Required action >> Number of lines below with the word "overflow": give it and nothing more.

==== Exercise data

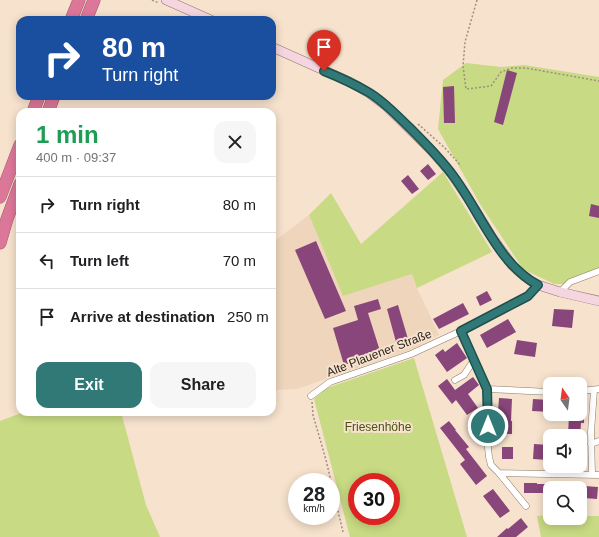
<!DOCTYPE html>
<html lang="en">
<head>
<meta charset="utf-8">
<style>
	body { margin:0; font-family:Arial,sans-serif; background:#f6f6f6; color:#202124; height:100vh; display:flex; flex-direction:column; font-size:15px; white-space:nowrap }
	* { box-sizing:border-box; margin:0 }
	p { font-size:13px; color:#757577 }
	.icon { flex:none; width:22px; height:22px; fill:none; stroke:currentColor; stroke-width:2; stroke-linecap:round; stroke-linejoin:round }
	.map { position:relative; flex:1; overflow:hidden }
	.drawer { position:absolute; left:16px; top:108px; width:260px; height:308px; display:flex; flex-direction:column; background:#fff; border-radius:12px; box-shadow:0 2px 10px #0003 }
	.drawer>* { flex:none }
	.banner { position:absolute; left:16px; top:16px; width:260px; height:84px; border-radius:12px; box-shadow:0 2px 10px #0003; background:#1a4fa0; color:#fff; overflow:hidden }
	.needle { width:26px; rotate:346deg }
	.controls { position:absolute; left:543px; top:377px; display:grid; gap:8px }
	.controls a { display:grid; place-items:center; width:44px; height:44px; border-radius:8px; background:#fff; box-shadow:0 2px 10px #0003; font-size:20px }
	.speed { position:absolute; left:288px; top:473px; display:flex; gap:8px; font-size:20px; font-weight:700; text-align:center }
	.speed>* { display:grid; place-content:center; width:52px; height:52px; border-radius:50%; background:#fff; box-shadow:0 2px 10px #0003; line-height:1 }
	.speed small { font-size:10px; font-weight:400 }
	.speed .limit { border:6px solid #d22; background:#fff; color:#111 }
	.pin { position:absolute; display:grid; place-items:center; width:34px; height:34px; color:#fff; margin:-41px -17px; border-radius:50% 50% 50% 0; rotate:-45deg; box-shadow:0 0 4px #0007 }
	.pin .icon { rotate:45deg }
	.me { position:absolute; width:44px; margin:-22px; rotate:0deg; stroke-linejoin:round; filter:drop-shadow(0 0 3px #0008) }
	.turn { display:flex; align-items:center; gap:14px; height:84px; padding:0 20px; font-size:18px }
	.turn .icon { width:52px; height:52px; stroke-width:2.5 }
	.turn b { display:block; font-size:28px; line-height:34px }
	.round { display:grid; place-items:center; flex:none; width:42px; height:42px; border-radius:12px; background:#f6f6f6 }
	.headline { display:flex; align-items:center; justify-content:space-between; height:68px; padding:0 20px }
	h1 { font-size:24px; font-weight:800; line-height:30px; color:#1e9e55 }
	.primary-button { display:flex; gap:8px; margin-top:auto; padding:8px 20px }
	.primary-button a { flex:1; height:46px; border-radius:12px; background:#307977; color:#fff; font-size:16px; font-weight:800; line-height:46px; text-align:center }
	.primary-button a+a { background:#f6f6f6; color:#202124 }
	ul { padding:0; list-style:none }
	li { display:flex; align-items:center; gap:12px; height:56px; padding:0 20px; border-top:1px solid #e0e0e0 }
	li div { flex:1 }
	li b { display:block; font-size:15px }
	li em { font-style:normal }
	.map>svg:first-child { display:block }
	.built { fill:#efd5bc }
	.green { fill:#c8da83; fill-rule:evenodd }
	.building { fill:#89467a }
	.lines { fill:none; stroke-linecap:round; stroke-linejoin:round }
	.street-casing { stroke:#8c7a67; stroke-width:7 }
	.secondary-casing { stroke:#8c7a67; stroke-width:10 }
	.highway-casing { stroke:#9f5a6e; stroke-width:13 }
	.path { stroke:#9e8f80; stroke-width:1.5; stroke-dasharray:2 2; stroke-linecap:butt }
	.street { stroke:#fff; stroke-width:6 }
	.secondary { stroke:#f5d6e0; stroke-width:9 }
	.highway { stroke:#d79; stroke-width:12 }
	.route-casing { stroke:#1f4f4d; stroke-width:10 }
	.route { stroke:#307977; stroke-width:7 }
	.labels { text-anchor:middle; stroke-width:4; stroke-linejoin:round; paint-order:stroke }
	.street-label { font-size:12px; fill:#2c251d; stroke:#f6e2cd }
	.park-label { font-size:12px; fill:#495414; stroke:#f6e2cd }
</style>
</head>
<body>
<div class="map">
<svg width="599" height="537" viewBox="0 0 599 537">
	<rect width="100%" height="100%" fill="#f6e2cd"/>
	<path class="built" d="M309 215 343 296 412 274 417 288 439 335 412 349 297 389 272 390V243Z"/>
	<path class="green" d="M466 63 501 67 524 65 599 77V274L573 284H554L523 269 480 204 438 129 443 80Z
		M443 172 492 252 417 288 412 274 343 296 309 215 331 193 361 244Z
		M414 358 467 537H350L314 399 327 388ZM357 482H391V516H357Z
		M24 412H121L146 505 160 537H0V421Z
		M550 515V518H580V516H599V537H541L537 516Z"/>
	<path class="building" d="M507 70 517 73 503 125 494 122Z
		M454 86 455 123H444L443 87Z
		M428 164 436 174 428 180 420 171Z
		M408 175 419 189 412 194 401 181Z
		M591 204 599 206V218L589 216Z
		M316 241 346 311 325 319 295 250Z
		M487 291 492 300 480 306 476 297Z
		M378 299 381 309 368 313 380 351 360 357 361 360 344 365 333 328 358 320 354 306Z
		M463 303 469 314 439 329 433 319Z
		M398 305 408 339 396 342 387 309Z
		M554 309 574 310 572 328 552 326Z
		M508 319 516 332 487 348 480 335Z
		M517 340 537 343 535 357 514 354Z
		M457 343 467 358 447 372 435 355 443 349 445 352Z
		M473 377 479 385 468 394 478 408 467 415 456 400 452 404 438 386 447 379 455 390Z
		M499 398 512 399 511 421H512V434H501V412H498Z
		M533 399 550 400V412L532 411Z
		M569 414H584V423H581L580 436H568Z
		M449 421 456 430H455L469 447 466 449 487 476 476 485 460 464 465 460 440 428Z
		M534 444 549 445 548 460 533 459Z
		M502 447H513V459H502Z
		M524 483H537V484H550V509H544V493H524Z
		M584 486 598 487 597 499 584 498Z
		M493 489 510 511 500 518 483 496Z
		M521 518 528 527 516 537H497L507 528 508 529Z"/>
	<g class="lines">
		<g class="street-casing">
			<path id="street" d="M560 292 570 282 599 271
				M461 331 487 389 550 392
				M455 380 464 375 474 360
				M487 389 488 448 489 457 491 465 499 473 526 506
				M580 391 599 389
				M311 396 330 382 411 354 461 331 528 296 538 285
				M591 444 599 441
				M499 473 599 475
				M592 475 591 432 594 390"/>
		</g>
		<g class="secondary-casing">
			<path id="secondary" d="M166 0 211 20
				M272 47 350 82 369 93 385 105 432 151 451 173 468 198 493 239 512 265 522 274 531 281 538 285 560 292 599 301"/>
		</g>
		<g class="highway-casing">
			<path id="highway" d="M71 20 79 0
				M86 20 94 0
				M33 112 39 96
				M48 112 54 96
				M0 197 20 145
				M0 243 7 219 20 184"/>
		</g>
		<path class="path" d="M152 0 159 3
			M477 0 465 42 463 66 466 89 491 86 501 72 512 68H526L599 81
			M418 124 445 148 461 166
			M312 402 313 415 326 460 343 532"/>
		<use href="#street" class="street"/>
		<use href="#secondary" class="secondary"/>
		<use href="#highway" class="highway"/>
	</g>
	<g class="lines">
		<g class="route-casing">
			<path id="route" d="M324 71C339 77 354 84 368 92 384 101 397 116 410 128 424 142 439 157 451 173 478 207 498 265 538 285L528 296 461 331 487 389 488 426"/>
		</g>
		<use href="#route" class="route"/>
	</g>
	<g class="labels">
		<g class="street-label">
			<text transform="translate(379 353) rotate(-21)" y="4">Alte Plauener Straße</text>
		</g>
		<g class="park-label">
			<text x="378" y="431">Friesenhöhe</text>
		</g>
	</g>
</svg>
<div class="controls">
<a><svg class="needle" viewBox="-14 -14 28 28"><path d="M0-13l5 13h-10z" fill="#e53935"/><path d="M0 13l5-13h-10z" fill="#757577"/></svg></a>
<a><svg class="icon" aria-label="sound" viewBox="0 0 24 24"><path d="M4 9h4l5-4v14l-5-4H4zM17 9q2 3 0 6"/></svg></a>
<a><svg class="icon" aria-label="search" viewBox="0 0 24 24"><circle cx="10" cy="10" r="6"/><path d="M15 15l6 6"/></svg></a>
</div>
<div class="speed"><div>28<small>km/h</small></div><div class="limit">30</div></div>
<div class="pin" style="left:324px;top:71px;background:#d93025"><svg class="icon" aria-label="arrive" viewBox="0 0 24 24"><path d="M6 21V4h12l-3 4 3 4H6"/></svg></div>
<svg class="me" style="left:488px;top:426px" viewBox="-20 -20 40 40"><circle r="17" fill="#307977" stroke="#fff" stroke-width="3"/><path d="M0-11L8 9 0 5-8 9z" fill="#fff"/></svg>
<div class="banner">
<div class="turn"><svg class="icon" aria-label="right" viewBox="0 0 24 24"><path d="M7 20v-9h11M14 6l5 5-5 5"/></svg><div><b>80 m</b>Turn right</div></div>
</div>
<section class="drawer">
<div class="headline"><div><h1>1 min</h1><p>400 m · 09:37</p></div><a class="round"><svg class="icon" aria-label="close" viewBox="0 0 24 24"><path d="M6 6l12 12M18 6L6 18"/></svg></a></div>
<ul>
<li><svg class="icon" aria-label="right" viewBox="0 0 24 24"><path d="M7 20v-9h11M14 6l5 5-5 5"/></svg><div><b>Turn right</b></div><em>80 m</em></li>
<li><svg class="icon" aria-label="left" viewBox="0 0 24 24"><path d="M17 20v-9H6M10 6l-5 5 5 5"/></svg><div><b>Turn left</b></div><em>70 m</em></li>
<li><svg class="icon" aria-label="arrive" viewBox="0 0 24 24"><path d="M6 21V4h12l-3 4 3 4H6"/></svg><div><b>Arrive at destination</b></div><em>250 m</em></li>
</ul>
<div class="primary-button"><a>Exit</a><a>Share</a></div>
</section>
</div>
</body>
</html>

========

Answer space >> 2